### Instructions to follow
Copy all lines holding the word "Dolina" from the entries.

(Stored data)
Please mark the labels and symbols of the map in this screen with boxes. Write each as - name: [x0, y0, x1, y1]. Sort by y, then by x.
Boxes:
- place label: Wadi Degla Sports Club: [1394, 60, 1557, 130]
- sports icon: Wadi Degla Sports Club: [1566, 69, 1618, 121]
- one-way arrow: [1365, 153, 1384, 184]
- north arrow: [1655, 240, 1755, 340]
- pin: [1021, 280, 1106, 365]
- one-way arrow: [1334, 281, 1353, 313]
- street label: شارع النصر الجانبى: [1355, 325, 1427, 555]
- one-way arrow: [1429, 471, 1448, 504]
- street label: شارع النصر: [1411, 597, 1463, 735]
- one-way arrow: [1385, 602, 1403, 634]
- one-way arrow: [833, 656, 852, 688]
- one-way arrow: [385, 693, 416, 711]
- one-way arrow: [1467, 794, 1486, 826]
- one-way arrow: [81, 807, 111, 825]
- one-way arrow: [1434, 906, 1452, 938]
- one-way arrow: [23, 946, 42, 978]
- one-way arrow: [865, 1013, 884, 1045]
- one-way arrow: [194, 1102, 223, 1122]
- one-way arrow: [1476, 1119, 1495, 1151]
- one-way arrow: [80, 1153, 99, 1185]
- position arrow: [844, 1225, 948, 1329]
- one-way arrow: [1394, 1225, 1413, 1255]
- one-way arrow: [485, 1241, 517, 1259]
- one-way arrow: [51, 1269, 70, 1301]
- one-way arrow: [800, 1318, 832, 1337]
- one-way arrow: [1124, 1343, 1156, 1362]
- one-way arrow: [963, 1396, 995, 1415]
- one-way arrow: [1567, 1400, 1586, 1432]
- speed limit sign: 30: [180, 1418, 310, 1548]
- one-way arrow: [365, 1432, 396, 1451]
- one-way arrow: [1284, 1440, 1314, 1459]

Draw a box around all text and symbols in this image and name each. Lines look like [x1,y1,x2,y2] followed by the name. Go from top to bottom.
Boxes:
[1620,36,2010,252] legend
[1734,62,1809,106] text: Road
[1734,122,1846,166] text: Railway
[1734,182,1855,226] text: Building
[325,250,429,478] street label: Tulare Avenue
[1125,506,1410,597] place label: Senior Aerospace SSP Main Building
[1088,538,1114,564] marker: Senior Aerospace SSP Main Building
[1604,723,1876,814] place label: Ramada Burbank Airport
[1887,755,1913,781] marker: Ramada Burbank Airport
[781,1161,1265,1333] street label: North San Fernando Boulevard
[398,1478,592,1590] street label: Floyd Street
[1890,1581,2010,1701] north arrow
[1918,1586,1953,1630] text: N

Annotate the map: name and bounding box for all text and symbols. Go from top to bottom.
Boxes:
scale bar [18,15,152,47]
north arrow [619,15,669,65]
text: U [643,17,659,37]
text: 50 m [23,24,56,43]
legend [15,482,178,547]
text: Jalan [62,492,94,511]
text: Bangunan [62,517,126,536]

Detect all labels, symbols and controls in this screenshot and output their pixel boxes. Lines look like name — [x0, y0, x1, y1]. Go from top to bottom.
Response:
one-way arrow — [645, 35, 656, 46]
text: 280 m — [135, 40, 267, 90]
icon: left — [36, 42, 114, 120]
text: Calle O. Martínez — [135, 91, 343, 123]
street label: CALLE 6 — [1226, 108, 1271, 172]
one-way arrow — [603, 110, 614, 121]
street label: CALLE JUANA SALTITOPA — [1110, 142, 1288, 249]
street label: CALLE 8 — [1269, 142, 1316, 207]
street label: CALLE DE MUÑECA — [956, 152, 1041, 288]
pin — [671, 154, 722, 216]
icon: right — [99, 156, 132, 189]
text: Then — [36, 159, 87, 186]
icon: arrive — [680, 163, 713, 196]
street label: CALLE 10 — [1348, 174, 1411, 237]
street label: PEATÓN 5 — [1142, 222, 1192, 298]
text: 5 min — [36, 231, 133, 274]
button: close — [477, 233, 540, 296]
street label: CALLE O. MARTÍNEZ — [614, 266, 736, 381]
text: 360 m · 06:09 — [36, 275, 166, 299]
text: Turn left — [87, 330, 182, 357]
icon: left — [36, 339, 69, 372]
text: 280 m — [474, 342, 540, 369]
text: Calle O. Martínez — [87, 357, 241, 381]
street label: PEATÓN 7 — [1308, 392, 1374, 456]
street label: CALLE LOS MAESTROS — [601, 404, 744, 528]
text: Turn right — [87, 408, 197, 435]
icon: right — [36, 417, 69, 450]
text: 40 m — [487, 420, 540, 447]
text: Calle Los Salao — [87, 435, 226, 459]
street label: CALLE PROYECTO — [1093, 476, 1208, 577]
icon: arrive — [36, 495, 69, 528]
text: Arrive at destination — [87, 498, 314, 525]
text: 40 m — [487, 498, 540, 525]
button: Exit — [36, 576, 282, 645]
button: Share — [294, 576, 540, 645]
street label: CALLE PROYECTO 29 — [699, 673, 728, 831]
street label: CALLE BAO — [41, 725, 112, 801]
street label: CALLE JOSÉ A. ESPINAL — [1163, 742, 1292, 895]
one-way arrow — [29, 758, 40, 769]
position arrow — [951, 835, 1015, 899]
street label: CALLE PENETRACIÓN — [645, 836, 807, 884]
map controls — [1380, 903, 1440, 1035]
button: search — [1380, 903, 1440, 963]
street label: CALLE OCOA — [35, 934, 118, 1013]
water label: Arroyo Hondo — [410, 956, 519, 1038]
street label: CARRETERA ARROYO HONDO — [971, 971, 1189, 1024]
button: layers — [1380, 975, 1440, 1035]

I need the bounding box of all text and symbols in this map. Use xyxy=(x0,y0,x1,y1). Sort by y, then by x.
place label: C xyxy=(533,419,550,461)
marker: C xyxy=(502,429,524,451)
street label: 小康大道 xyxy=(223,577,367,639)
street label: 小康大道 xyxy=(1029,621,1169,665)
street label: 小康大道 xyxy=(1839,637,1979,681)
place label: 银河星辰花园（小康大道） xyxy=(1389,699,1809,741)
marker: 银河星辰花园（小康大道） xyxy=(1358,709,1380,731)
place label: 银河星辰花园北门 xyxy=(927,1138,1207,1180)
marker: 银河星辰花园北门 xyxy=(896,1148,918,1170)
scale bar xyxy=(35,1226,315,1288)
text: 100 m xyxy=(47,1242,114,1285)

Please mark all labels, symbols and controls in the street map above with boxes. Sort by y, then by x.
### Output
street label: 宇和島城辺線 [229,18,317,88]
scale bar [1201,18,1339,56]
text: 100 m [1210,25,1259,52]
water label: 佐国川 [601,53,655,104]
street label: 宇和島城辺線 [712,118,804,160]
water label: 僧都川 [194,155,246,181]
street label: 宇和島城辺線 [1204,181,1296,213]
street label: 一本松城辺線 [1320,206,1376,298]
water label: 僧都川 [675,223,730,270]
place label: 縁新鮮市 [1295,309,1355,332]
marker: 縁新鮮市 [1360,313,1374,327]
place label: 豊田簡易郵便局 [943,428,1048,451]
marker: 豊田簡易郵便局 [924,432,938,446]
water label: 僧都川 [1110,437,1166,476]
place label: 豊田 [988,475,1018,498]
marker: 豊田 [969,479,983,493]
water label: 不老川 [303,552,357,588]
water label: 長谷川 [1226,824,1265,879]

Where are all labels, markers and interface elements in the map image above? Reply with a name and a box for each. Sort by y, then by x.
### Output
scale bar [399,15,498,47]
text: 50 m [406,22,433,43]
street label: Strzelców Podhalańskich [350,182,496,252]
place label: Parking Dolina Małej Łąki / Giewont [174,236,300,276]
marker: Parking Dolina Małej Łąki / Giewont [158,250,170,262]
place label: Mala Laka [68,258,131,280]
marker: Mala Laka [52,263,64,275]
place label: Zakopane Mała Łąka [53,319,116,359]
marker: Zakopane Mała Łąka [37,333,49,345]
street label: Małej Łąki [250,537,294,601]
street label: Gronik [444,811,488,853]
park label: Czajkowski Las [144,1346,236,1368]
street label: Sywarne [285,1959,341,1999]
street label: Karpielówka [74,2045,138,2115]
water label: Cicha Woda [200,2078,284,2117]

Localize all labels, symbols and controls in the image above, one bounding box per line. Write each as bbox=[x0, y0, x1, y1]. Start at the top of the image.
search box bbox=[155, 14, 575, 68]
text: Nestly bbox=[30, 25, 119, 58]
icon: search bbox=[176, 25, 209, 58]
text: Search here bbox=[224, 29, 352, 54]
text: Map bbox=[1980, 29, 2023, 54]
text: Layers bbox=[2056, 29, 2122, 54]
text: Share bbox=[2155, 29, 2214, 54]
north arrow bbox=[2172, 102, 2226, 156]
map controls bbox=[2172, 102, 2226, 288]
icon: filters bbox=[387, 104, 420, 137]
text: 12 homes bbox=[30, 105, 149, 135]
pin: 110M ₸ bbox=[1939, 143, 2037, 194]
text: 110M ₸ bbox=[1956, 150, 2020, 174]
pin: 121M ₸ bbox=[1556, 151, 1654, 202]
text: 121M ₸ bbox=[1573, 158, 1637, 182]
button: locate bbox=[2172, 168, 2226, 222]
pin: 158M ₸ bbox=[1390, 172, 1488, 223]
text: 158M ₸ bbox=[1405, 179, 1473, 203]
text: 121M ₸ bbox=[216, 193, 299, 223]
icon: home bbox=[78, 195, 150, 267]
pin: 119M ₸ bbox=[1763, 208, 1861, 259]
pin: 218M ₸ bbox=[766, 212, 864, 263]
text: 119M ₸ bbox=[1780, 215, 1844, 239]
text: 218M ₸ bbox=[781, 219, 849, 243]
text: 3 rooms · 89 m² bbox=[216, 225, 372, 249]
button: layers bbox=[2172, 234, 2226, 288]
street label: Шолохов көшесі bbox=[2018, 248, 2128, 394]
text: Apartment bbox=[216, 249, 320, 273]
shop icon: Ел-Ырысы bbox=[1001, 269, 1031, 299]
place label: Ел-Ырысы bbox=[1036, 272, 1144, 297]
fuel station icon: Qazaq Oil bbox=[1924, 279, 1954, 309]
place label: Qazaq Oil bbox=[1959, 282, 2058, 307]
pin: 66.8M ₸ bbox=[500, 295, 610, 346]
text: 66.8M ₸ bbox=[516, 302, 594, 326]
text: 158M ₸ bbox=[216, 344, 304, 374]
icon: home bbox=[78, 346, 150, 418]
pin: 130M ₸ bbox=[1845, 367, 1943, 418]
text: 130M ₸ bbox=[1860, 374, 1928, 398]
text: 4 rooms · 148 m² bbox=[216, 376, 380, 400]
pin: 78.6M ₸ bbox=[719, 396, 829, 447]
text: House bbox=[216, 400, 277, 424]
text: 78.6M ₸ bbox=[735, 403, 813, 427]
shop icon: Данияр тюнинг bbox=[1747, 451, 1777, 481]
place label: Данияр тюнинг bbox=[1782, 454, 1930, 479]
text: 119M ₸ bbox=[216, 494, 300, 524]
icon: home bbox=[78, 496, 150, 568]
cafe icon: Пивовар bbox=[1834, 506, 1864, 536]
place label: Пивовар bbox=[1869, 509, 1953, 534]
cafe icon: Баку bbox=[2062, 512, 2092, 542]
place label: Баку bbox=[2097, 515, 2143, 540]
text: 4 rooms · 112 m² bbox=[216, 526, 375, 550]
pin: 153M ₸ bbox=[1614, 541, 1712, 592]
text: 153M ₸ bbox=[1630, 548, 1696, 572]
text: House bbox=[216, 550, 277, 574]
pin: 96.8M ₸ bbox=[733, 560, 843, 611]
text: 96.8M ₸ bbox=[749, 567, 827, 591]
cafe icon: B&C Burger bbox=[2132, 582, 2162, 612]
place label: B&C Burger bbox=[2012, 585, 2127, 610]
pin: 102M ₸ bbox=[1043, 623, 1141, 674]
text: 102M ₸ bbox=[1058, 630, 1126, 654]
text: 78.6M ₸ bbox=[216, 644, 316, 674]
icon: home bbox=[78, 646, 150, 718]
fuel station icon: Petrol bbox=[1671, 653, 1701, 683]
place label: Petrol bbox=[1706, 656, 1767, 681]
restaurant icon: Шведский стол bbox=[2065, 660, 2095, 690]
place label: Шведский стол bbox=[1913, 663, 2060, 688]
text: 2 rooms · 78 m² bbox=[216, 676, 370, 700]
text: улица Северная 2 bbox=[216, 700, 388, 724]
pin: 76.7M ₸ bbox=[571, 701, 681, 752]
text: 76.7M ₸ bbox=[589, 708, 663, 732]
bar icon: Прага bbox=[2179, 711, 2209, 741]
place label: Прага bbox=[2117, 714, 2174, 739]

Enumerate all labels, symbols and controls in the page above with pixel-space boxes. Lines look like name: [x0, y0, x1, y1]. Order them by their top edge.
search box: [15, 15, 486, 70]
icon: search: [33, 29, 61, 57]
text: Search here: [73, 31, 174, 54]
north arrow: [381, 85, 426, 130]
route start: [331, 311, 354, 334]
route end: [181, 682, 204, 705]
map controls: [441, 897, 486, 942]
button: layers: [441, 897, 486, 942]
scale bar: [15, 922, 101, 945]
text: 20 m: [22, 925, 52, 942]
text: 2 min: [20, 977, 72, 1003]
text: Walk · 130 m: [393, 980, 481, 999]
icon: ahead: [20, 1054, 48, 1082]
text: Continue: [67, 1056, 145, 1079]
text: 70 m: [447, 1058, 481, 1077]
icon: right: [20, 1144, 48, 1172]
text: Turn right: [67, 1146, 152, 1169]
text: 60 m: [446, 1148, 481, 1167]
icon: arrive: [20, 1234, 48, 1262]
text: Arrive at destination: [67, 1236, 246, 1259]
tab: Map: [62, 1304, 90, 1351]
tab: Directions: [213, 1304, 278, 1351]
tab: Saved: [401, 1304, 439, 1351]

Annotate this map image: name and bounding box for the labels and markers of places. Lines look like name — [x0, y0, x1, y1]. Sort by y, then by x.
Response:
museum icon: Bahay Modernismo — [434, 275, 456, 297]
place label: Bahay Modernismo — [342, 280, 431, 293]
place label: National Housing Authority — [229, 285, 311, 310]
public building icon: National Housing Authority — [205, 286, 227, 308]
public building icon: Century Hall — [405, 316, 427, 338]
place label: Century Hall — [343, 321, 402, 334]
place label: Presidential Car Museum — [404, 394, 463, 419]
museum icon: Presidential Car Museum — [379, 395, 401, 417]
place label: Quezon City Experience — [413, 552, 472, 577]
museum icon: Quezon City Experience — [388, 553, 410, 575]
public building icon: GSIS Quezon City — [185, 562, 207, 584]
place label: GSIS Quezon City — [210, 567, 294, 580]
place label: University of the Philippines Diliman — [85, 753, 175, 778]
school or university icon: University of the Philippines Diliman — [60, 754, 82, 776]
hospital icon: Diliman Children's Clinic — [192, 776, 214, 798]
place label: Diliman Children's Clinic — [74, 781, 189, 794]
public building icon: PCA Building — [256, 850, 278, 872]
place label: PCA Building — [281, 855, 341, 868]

### Solved problem
place label: Parking Dolina Małej Łąki / Giewont [174,236,300,276]
marker: Parking Dolina Małej Łąki / Giewont [158,250,170,262]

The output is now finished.